▸ **YOUR TASK**
Copy out each line of the material that includes the word "absolute".
.....
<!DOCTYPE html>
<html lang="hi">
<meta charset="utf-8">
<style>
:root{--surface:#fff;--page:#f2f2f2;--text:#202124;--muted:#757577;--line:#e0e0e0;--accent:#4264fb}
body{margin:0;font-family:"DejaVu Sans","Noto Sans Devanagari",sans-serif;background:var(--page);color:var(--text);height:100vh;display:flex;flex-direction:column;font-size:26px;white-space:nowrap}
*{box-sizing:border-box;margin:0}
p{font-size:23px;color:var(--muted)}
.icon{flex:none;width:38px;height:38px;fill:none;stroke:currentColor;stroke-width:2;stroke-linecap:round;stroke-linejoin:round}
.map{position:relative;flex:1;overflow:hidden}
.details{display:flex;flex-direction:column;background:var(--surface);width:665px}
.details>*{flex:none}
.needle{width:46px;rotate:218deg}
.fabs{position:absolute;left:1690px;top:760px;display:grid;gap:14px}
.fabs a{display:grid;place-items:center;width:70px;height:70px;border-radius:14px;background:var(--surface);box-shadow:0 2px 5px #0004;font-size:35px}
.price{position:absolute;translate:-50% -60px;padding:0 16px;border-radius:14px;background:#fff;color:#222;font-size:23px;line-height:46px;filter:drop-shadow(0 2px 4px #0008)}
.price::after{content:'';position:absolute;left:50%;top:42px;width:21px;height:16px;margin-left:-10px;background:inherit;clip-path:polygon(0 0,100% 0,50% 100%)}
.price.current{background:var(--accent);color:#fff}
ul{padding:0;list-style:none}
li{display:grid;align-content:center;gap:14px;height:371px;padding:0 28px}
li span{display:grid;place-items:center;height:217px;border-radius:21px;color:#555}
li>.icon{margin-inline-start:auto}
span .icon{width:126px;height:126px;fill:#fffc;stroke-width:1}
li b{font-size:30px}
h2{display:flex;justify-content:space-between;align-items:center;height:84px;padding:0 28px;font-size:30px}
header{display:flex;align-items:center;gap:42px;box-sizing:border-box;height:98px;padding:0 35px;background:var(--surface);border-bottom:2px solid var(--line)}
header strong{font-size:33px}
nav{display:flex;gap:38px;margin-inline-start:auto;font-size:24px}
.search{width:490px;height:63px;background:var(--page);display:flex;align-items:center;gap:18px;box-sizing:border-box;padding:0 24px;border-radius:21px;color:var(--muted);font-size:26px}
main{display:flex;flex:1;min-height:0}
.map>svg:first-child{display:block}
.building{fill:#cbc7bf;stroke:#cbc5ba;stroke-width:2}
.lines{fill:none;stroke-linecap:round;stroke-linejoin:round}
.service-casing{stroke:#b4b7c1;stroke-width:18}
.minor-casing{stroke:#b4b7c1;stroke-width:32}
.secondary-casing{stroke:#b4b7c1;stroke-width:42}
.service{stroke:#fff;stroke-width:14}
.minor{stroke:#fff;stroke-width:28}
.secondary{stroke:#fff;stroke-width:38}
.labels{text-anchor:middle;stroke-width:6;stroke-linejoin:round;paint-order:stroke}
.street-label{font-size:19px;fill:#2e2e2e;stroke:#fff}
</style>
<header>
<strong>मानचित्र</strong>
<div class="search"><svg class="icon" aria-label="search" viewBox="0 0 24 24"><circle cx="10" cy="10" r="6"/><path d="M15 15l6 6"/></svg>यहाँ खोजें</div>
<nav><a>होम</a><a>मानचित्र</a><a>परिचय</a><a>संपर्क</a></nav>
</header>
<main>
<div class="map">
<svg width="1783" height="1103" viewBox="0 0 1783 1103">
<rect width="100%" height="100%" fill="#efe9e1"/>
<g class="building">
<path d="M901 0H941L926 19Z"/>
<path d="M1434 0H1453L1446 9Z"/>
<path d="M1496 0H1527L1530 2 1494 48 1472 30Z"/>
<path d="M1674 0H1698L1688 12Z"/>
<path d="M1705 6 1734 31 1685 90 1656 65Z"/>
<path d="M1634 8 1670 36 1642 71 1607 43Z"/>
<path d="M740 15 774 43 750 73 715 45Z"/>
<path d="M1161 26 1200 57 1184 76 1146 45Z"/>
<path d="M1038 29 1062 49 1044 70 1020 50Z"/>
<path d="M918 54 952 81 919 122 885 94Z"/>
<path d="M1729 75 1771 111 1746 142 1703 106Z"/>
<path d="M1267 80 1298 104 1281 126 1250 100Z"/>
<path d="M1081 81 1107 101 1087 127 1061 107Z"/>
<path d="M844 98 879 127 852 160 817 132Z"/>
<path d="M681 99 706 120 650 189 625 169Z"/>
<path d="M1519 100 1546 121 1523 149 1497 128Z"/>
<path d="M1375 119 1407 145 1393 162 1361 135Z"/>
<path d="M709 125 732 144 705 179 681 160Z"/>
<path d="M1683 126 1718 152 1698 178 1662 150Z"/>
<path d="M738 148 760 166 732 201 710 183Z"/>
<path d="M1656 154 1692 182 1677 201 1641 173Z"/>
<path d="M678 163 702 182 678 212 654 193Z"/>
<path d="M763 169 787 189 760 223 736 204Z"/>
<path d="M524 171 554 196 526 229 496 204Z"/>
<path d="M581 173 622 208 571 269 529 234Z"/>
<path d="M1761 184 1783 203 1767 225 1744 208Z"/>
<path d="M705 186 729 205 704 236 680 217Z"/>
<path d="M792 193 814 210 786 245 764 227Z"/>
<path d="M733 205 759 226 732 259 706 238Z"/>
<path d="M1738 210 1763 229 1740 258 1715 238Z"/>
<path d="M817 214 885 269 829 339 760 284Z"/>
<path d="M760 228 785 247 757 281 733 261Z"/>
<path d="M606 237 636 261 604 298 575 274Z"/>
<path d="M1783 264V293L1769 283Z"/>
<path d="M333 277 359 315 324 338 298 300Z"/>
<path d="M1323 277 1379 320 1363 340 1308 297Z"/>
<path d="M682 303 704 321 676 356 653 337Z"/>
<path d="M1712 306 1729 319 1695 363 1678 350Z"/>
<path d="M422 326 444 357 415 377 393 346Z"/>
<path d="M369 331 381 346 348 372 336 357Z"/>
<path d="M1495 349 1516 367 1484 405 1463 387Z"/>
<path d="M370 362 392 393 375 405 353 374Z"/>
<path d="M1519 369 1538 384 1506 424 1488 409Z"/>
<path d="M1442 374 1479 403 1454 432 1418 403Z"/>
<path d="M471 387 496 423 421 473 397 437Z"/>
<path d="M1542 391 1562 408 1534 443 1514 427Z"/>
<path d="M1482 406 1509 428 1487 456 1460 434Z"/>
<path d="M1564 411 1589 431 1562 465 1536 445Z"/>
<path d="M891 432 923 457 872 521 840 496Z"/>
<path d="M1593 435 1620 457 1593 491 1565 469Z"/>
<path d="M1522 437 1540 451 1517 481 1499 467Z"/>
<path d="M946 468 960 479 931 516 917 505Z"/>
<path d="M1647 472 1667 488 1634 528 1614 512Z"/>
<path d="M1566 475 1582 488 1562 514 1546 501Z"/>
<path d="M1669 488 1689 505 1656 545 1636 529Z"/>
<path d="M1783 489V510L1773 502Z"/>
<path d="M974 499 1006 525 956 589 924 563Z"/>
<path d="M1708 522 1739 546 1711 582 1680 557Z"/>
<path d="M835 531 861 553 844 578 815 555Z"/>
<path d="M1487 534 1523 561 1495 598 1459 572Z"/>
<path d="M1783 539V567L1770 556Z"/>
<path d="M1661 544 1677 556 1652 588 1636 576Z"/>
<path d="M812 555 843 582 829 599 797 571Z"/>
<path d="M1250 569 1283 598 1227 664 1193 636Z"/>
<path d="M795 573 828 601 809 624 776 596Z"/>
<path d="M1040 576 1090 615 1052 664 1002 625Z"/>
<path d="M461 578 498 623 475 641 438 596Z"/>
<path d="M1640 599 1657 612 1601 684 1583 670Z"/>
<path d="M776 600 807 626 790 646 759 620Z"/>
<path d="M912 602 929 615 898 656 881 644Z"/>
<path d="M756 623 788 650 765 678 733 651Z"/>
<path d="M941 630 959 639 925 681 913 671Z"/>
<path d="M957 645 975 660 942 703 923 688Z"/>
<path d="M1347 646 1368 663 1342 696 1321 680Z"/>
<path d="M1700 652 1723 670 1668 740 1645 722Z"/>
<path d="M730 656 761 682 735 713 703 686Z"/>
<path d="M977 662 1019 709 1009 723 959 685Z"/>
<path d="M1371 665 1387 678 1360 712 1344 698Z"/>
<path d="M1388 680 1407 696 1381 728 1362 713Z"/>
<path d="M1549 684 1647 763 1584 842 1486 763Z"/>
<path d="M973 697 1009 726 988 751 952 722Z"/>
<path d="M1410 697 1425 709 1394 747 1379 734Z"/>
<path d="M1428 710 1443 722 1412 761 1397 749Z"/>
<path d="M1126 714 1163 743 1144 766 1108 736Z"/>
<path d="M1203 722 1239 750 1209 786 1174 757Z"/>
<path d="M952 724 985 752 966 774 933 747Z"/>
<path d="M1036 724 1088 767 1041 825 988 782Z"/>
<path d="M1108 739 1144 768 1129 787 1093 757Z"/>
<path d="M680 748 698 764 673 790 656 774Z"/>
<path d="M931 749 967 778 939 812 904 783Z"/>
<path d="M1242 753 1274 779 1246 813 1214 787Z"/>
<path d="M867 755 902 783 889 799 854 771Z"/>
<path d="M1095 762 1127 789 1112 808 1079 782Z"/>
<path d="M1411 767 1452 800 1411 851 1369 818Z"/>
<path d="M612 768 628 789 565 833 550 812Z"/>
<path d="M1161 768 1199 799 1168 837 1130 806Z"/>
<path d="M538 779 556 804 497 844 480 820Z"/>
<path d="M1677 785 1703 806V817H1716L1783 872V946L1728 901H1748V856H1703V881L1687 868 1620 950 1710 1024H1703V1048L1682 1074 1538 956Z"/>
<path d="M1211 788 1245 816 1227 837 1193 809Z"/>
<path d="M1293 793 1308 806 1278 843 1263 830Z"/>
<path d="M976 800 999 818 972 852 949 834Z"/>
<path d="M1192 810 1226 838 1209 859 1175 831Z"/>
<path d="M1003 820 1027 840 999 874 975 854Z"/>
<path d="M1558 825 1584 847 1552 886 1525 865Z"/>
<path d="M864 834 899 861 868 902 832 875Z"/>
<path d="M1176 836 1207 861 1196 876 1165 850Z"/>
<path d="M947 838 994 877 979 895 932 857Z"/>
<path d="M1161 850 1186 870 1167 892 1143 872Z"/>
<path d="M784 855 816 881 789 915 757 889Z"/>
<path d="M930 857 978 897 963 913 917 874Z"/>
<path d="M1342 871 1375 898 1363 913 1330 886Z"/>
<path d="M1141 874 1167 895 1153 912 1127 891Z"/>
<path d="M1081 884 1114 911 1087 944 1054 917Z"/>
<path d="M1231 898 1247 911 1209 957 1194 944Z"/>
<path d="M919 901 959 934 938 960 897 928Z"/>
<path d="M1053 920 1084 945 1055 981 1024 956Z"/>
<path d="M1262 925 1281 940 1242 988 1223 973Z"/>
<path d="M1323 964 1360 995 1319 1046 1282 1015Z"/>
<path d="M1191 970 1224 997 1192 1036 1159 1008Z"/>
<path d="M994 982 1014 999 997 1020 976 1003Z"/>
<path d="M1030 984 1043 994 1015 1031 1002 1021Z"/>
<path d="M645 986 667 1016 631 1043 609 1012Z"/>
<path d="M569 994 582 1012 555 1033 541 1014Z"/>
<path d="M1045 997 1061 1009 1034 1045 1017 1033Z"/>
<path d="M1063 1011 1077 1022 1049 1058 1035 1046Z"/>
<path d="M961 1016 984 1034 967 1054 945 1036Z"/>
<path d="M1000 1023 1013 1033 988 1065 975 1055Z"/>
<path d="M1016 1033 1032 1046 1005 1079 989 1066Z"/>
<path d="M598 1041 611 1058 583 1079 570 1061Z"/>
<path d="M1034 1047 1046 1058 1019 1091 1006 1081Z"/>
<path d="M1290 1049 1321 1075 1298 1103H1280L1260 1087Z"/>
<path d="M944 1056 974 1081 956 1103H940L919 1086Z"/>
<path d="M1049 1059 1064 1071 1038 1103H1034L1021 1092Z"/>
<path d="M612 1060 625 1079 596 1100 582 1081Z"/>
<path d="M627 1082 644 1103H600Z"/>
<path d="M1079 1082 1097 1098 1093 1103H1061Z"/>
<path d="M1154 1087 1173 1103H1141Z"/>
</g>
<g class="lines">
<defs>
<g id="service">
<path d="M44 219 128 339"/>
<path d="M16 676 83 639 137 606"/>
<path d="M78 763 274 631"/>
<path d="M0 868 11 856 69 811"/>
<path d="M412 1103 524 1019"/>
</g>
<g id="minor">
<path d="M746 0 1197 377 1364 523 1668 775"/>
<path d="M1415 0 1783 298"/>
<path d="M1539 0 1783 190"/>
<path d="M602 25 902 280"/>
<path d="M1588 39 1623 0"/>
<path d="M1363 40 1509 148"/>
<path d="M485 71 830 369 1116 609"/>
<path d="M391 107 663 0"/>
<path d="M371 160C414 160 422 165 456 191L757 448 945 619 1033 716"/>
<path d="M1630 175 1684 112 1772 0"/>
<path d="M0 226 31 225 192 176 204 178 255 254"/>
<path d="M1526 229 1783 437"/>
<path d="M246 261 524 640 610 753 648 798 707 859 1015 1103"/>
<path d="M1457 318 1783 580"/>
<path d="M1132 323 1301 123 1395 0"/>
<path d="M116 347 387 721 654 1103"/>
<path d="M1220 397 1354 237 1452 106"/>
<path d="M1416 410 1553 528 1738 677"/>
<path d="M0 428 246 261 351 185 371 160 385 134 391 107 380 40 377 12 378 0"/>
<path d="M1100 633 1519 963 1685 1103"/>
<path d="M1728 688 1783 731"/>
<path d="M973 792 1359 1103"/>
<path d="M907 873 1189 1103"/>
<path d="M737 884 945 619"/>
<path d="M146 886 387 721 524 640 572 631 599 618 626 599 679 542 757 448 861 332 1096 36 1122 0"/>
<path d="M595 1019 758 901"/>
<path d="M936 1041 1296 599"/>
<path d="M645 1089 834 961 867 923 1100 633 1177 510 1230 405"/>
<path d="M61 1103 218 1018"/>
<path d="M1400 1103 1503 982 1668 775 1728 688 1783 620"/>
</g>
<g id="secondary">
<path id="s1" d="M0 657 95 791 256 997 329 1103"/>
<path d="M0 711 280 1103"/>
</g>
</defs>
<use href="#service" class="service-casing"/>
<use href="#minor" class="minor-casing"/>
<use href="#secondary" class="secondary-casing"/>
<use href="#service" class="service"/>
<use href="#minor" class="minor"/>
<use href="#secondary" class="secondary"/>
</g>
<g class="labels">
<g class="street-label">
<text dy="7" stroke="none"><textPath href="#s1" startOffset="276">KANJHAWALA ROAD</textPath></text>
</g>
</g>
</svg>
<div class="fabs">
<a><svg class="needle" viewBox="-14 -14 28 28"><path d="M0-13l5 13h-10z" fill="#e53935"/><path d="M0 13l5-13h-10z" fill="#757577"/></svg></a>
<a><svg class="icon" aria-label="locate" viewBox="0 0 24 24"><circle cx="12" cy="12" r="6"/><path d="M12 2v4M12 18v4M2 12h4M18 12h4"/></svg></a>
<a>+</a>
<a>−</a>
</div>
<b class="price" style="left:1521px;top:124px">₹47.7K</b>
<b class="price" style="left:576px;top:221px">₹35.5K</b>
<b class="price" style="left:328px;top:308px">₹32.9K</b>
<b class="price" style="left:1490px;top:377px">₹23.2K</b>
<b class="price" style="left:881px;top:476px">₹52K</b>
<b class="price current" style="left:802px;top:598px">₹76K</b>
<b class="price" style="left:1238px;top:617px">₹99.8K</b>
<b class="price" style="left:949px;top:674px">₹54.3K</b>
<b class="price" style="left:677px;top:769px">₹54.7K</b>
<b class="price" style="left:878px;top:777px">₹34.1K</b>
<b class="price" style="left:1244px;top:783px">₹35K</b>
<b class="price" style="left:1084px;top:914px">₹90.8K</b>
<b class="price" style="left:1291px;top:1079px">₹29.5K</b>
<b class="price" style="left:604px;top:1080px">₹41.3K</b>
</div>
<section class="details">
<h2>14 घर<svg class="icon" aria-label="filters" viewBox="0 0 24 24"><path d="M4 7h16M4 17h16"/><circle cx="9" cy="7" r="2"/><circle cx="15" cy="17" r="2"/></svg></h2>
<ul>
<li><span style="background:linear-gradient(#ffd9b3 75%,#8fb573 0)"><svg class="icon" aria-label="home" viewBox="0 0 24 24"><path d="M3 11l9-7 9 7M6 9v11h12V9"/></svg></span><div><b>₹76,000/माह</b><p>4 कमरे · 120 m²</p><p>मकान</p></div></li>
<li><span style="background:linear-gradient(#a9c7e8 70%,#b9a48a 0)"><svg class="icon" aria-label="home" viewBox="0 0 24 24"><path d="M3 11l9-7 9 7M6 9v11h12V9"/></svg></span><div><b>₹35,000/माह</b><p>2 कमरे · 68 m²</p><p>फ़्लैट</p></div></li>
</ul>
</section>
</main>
.....
▸ **ANSWER TO THIS TASK**
.fabs{position:absolute;left:1690px;top:760px;display:grid;gap:14px}
.price{position:absolute;translate:-50% -60px;padding:0 16px;border-radius:14px;background:#fff;color:#222;font-size:23px;line-height:46px;filter:drop-shadow(0 2px 4px #0008)}
.price::after{content:'';position:absolute;left:50%;top:42px;width:21px;height:16px;margin-left:-10px;background:inherit;clip-path:polygon(0 0,100% 0,50% 100%)}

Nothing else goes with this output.